Will

I bought more children's books today.

It was my own personal act of defiant faith in the midst of more obstacles.

Our social worker told me that the debacle at the church (getting fired) could not have happened at a worse time. She gave me the rundown of all the steps we had completed over the past nine months (as if I had forgotten) and then said that literally all she had to do was print out the paperwork. And we would have been ready to go on the waiting list.

So we'll go ahead and get all the paperwork officially completed. And then wait.

Some more.

Wait to find a new job...new life...then pick up where we left off.

And eventually we will have a child. And I say that through clenched teeth. A statement of determination. We WILL have a child....darn it. Because it seems like biology and life circumstance are conspiring up on us. And it might be easier to give in. I have fleeting thoughts of...maybe we'll just keep all the money for ourselves, keep an impeccable house, love on other people's children, and be one of those sweet old couples that people whisper about behind their backs because "they just never had any children of their own."

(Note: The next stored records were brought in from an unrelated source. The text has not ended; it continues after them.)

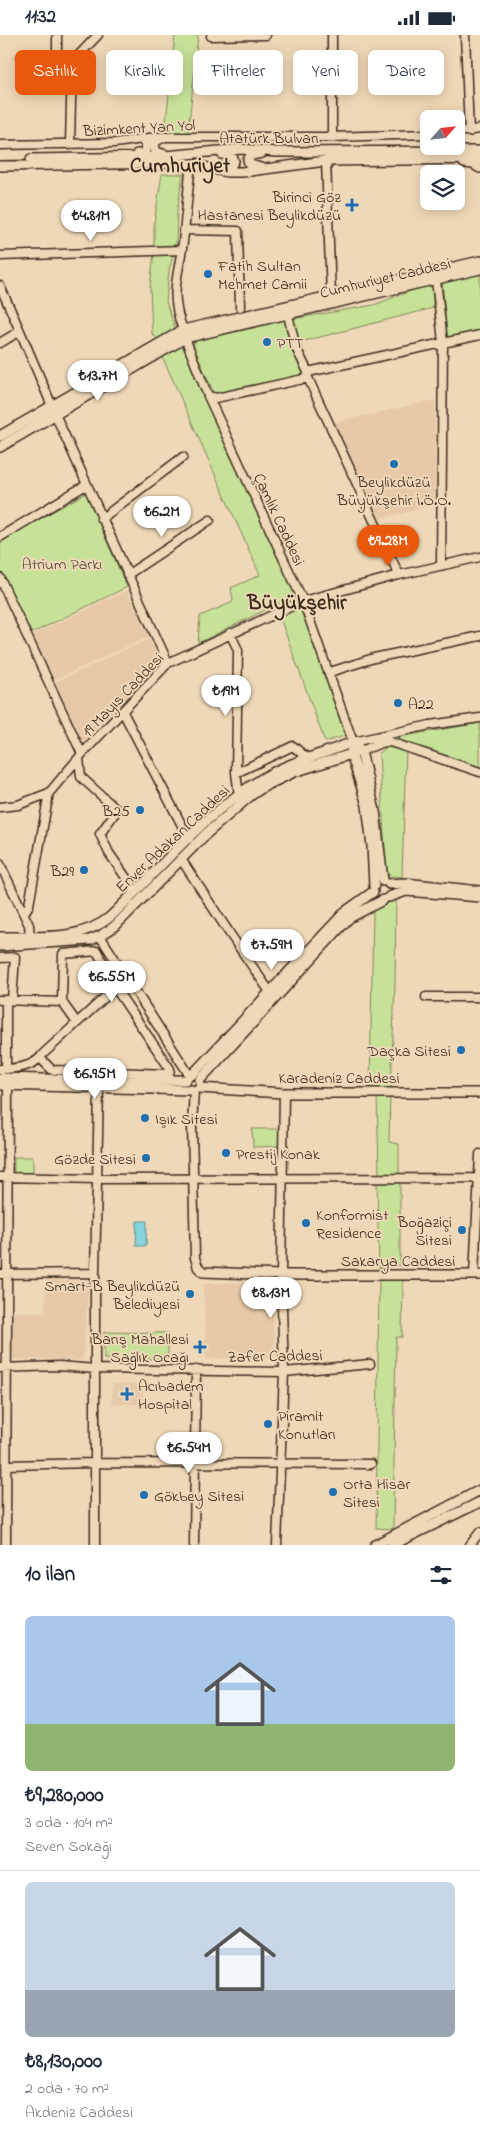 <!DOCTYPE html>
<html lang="tr">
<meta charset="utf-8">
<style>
body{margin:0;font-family:"Indie Flower",sans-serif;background:#f6f6f7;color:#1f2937;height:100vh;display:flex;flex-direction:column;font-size:19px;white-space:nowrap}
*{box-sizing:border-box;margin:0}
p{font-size:16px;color:#747a83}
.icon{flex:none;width:28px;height:28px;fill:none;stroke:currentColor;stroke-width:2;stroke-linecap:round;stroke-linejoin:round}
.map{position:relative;height:1510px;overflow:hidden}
.panel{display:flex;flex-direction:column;background:#fff;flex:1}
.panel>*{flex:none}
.banner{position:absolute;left:15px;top:15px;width:450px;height:45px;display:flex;gap:10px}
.needle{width:32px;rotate:63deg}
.controls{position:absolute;left:420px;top:75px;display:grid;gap:10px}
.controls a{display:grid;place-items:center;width:45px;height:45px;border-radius:8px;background:#fff;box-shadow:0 2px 12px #0003;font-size:25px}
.price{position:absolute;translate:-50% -42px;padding:0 11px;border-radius:18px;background:#fff;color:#222;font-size:16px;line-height:32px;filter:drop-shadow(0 1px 2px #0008)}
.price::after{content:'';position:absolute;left:50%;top:30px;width:15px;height:11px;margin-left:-8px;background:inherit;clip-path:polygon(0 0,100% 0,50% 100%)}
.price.current{background:#ea580c;color:#fff}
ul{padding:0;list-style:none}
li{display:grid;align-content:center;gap:10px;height:265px;padding:0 25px}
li+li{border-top:1px solid #e0e1e3}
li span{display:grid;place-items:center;height:155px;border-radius:8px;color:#555}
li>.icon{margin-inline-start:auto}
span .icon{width:90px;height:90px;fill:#fffc;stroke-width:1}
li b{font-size:21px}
h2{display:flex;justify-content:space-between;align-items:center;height:60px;padding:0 25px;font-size:21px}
.tag{padding:0 18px;border-radius:8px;background:#fff;box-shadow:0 2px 12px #0003;font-size:18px;line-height:45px}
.tag.current{background:#ea580c;color:#fff}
.status{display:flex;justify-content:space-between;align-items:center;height:35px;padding:0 25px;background:#fff;direction:ltr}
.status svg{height:14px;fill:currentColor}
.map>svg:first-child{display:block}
.built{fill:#e6caa8}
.green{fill:#c7e298;stroke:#81865b}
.water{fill:#83d4dc;stroke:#669090}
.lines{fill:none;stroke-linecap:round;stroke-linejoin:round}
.minor-casing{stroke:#3b2a1e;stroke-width:11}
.major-casing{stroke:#3b2a1e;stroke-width:12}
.minor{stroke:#efd8b7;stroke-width:8}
.major{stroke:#efd8b7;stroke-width:9}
.poi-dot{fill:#1f6fb2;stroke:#efd8b7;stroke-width:2}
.labels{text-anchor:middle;stroke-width:4;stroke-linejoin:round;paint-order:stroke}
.street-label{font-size:16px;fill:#3b2a1e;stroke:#efd8b7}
.poi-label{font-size:16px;fill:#3b2a1e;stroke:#efd8b7;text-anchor:start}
.park-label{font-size:16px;fill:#504630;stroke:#efd8b7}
.district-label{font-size:21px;font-weight:bold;fill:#3b2a1e;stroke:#efd8b7}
</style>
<div class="status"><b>11:32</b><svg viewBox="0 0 49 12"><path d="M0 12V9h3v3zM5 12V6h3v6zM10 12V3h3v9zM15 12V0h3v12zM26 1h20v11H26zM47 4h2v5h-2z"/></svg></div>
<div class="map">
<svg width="480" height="1510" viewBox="0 0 480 1510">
<rect width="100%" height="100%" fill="#efd8b7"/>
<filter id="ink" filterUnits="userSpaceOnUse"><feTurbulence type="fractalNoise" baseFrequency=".02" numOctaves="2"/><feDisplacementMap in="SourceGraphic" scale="10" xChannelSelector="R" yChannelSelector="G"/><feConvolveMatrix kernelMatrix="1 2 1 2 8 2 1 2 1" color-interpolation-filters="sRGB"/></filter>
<g filter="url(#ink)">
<path class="built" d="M435 365V470L380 484 332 388Z
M127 555 150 601 51 646 30 601Z
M149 604 161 624 160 628 112 686 83 712 53 648Z
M46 1244 89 1246 83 1325 13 1324V1277H45Z
M272 1246 275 1322 206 1324 203 1249Z
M112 1349H143V1369H112Z"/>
<path class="green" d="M175 0H198L188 99 165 97Z
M162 139H183L177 176 176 212 169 234 166 267 176 296 158 305 152 299 150 252 154 218V188Z
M480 236V298L447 304 442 243Z
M433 247V273L297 308 292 284 374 270Z
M285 283 291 308 304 341 214 358 193 311 197 303Z
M182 308 214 383 294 555 292 562 198 608 200 581 231 568 233 565 231 553 260 540 162 321Z
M86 458 127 552 30 599 0 539V506Z
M303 571 347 700 325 707 279 580Z
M480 688V733H470L392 703Z
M390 711 406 715 402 842 389 841 386 831 379 718Z
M396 864 395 948 391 1055H370L373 875Z
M390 1060 389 1107 399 1109V1140L379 1139 377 1061Z
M252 1094H279L280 1111 253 1112Z
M14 1122H33V1140L14 1139Z
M377 1145H400V1230L379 1233Z
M379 1245H403L402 1302H396L393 1494 376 1493Z
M104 1297 168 1298V1324H104Z"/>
<path class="water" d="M137 1186H147L146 1211H136Z"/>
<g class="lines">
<g class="minor-casing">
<path id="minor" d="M57 0V23
M332 0V102
M465 0 469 97
M211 1 266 0
M21 23H76L98 0
M456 97 480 94
M0 110 115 108 156 102H332L429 99
M70 110 72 23
M326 126 331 261
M184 195 238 196 240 272
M0 221 182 215
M436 245 443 307 441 531
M0 251 20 296
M288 280 296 313 308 337V343L399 540
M183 295C169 258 178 243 183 207 186 181 188 155 191 129
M185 303 208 361 303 566 353 707 430 690 480 683
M0 308 20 296 52 371
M308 337 480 300
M208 361 216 363 308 343
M55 379 168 628
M101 484 183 422
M0 502 86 450
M127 540 210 485
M0 543 82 719
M230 598 238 615 236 738 239 760
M330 637 374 623 480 601
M123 677 189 804
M361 716 381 708 390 707 480 737
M79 723 81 742 117 775 100 799 109 818 136 857
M236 738 293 711 308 724
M0 772 18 770 49 758 82 719 168 628 303 566 399 540 480 522
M181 824 230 899 270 957
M0 829 29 890 30 901
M24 878 29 870 49 758
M100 901 190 1041
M0 923 15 922 12 965
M426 962H480
M0 965 62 967 63 919 97 916 116 954 170 1034 169 1039 52 1035 40 1023
M6 965V1034
M62 967 77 988
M0 1034C14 1034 35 1032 43 1019L126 943
M194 1055 192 1091 195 1223 198 1232
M0 1142 98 1144 479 1143
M0 1239 95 1238
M474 1240 480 1119
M0 1333 59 1331 95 1334 284 1337 370 1329
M6 1430 95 1428 371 1429
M6 1510 8 1051
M95 1510V1238L99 1054
M194 1510 196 1335
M277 1510 284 1337 281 1240 284 1058
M470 1510 480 1497"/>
</g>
<g class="major-casing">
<path id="major" d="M164 102 156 106 154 110 156 117 166 120
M137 119H143L146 114V108L141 104
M31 124 154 122 241 114 276 117 480 116
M464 128 473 129 480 133
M0 131 170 128 191 129 227 137H242L326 126 480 124
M220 133H229L234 126 231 120 222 119
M261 133 250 130 248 125 251 120 262 118
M0 401 183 295 480 226
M0 412 185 303 480 234
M358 712 361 716 375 776 383 846
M352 714 351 718 367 770 372 811 374 851
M389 849 405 848 480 856
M389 862 406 856 480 862
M0 902C36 901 80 907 110 882 159 835 206 776 265 742 292 726 324 719 353 707
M0 911 90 905 100 901 115 891 206 799 250 761 263 752 294 737 361 716
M192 1040 345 877 373 857
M0 1043 130 1046 186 1045
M200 1045 349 883 383 865
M0 1050 191 1055
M199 1053 284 1058H480
M198 1232 203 1237 281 1240H480
M375 1510 480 1455
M392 1510 480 1467"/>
</g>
<use href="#minor" class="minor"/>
<use href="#major" class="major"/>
</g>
</g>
<g class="poi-dot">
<path d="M349.5 162.5h5v5h5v5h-5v5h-5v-5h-5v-5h5z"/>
<circle cx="208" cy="239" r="5"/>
<circle cx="267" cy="307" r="5"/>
<circle cx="394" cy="429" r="5"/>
<circle cx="398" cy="668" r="5"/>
<circle cx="140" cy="775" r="5"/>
<circle cx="84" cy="835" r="5"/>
<circle cx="461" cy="1015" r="5"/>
<circle cx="145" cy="1083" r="5"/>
<circle cx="226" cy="1118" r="5"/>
<circle cx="146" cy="1123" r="5"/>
<circle cx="306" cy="1188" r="5"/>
<circle cx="462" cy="1195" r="5"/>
<circle cx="190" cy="1259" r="5"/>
<path d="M197.5 1304.5h5v5h5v5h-5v5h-5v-5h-5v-5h5z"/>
<path d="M124.5 1351.5h5v5h5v5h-5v5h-5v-5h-5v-5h5z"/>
<circle cx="268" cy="1389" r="5"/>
<circle cx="333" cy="1457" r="5"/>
<circle cx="144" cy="1460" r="5"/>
</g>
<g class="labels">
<g class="street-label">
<text transform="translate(139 92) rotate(-3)" y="6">Bizimkent Yan Yol</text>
<text x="269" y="108">Atatürk Bulvarı</text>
<text transform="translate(385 242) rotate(-13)" y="6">Cumhuriyet Caddesi</text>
<text transform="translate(280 484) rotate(65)" y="6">Çamlık Caddesi</text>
<text transform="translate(122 659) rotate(-46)" y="6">19 Mayıs Caddesi</text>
<text transform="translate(172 803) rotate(-43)" y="6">Enver Adakan Caddesi</text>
<text x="339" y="1048">Karadeniz Caddesi</text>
<text x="398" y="1231">Sakarya Caddesi</text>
<text transform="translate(275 1320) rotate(-1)" y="6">Zafer Caddesi</text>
</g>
<g class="poi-label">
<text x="341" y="167" text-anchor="end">Birinci Göz<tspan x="341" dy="18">Hastanesi Beylikdüzü</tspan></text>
<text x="218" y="236">Fatih Sultan<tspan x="218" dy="18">Mehmet Camii</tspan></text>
<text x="277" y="313">PTT</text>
<text x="394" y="452" text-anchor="middle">Beylikdüzü<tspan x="394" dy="18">Büyükşehir İ.Ö.O.</tspan></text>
<text x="408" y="674">A22</text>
<text x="130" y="781" text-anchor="end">B25</text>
<text x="74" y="841" text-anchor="end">B29</text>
<text x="451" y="1021" text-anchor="end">Daçka Sitesi</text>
<text x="155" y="1089">Işık Sitesi</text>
<text x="236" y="1124">Prestij Konak</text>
<text x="136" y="1129" text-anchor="end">Gözde Sitesi</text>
<text x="316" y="1185">Konformist<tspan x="316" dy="18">Residence</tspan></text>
<text x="452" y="1192" text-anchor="end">Boğaziçi<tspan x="452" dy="18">Sitesi</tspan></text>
<text x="180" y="1256" text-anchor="end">Smart-B Beylikdüzü<tspan x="180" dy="18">Belediyesi</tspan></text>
<text x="189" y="1309" text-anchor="end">Barış Mahallesi<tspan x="189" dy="18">Sağlık Ocağı</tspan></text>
<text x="138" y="1356">Acıbadem<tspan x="138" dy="18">Hospital</tspan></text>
<text x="278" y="1386">Piramit<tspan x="278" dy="18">Konutları</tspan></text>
<text x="343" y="1454">Orta Hisar<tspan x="343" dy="18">Sitesi</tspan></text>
<text x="154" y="1466">Gökbey Sitesi</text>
</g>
<g class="park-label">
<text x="62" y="534">Atrium Parkı</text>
</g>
<g class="district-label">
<text x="180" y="137">Cumhuriyet</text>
<text x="297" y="574">Büyükşehir</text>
</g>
</g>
</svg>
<div class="controls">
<a><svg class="needle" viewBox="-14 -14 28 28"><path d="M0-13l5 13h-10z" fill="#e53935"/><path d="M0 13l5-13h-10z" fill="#747a83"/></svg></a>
<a><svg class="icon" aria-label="layers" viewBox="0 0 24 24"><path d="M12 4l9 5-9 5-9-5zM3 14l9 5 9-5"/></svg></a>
</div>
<b class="price" style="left:91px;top:207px">₺4.81M</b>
<b class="price" style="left:98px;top:367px">₺13.7M</b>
<b class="price" style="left:162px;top:503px">₺6.2M</b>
<b class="price current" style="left:388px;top:532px">₺9.28M</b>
<b class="price" style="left:226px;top:682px">₺19M</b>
<b class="price" style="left:272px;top:936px">₺7.59M</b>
<b class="price" style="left:112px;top:968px">₺6.55M</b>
<b class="price" style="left:95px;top:1065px">₺6.95M</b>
<b class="price" style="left:271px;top:1284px">₺8.13M</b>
<b class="price" style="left:189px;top:1439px">₺6.54M</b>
<div class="banner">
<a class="tag current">Satılık</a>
<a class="tag">Kiralık</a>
<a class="tag">Filtreler</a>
<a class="tag">Yeni</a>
<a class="tag">Daire</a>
</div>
</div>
<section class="panel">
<h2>10 ilan<svg class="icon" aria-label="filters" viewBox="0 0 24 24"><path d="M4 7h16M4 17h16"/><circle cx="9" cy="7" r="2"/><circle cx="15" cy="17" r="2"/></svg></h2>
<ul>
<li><span style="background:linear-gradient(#a9c7e8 70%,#8fb573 0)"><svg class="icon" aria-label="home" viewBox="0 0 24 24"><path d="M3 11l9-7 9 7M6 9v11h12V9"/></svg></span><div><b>₺9,280,000</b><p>3 oda · 104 m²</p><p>Seven Sokağı</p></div></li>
<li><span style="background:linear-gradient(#c9d6e8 70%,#9aa5b1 0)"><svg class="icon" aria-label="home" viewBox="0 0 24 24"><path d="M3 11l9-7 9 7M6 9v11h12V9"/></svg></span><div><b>₺8,130,000</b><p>2 oda · 70 m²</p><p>Akdeniz Caddesi</p></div></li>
</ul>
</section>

But then I think about the small half-filled book case in the second bedroom.
I think about Christmas mornings with footie pajamas, pizza parties and sleeping bags in the living room, sprinklers in the front yard with grass-stained little toes. And I know...

Through all the tears, empty bank accounts, mountains of paperwork, and waiting. We feel a deep calling to parent. To lead by daily example. To love unconditionally and die to ourselves. And what is now said as a mantra to get through the hard stuff will one day be a hopeful call of expectation.

"We will have a child."

Comments

Andi K. said…
jenny, I have got to say that my heart is ripping out for you. I understand this longing to have a family all too well, and how circumstances and biology both seem to be stacked against to make that happen. Sometimes I want to scream at God and ask Him why and how could He ever let us feel so much pain? But at my very core, I have to believe that He is good, and He knows what we can handle right now. I am going through my own set of struggles in this regard, though mine may look different than yours, and I just wanted to let you know that I'm praying for you and Nathan.